● Exercise
Identify all lines in the listing that include the word "picture", and copy them out.

● Exercise data

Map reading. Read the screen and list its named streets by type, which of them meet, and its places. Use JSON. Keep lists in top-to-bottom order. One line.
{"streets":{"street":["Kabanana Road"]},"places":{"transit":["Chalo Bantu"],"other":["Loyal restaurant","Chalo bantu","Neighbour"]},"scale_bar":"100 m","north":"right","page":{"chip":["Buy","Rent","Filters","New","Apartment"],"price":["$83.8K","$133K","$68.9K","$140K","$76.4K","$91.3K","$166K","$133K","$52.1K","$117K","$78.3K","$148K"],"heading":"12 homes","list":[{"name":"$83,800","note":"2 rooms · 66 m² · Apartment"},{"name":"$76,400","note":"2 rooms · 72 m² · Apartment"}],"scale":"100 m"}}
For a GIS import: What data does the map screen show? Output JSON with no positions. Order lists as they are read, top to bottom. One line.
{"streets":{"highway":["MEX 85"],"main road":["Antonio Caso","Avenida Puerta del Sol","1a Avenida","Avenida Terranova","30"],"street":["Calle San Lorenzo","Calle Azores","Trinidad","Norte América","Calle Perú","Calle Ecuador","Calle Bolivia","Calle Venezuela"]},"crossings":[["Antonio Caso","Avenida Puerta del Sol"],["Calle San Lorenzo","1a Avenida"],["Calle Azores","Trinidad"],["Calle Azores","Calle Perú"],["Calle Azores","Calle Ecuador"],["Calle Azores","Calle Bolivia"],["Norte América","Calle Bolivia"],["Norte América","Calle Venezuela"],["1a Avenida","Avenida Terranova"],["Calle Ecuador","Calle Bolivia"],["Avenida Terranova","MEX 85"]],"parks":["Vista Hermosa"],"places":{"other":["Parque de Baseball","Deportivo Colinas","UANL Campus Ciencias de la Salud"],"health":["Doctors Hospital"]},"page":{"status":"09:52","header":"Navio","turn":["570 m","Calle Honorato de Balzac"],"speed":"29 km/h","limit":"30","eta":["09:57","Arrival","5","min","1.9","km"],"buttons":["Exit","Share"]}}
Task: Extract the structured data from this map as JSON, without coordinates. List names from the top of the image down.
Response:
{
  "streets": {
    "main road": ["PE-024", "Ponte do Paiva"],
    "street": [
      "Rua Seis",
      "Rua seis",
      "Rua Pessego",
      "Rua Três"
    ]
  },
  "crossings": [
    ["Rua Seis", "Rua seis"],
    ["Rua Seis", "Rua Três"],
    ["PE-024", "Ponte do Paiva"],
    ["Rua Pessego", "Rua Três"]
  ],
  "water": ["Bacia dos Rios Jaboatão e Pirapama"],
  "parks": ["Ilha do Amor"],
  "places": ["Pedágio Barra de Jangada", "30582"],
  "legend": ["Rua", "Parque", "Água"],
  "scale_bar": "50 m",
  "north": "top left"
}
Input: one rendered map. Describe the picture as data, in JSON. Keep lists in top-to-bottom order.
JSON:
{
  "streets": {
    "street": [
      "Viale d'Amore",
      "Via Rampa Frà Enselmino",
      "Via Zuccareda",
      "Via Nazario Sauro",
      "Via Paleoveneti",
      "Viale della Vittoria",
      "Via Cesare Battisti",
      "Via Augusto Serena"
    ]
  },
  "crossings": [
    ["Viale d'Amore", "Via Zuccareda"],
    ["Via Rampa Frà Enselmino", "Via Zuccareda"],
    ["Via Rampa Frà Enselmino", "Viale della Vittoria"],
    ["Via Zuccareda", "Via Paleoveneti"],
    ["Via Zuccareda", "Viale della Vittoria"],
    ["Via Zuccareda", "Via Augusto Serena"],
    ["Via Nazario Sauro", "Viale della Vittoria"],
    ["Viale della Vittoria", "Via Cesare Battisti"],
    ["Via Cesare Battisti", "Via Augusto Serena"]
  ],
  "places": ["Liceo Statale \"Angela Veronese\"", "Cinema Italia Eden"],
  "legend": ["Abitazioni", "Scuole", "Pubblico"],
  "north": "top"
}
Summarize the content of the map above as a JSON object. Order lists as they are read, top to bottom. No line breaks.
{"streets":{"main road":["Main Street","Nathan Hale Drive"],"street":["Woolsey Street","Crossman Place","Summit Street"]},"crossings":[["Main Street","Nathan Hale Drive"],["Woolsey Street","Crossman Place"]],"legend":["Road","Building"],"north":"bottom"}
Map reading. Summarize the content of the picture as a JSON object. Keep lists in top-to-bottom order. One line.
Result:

● Answer for this exercise
Input: one rendered map. Describe the picture as data, in JSON. Keep lists in top-to-bottom order.
Map reading. Summarize the content of the picture as a JSON object. Keep lists in top-to-bottom order. One line.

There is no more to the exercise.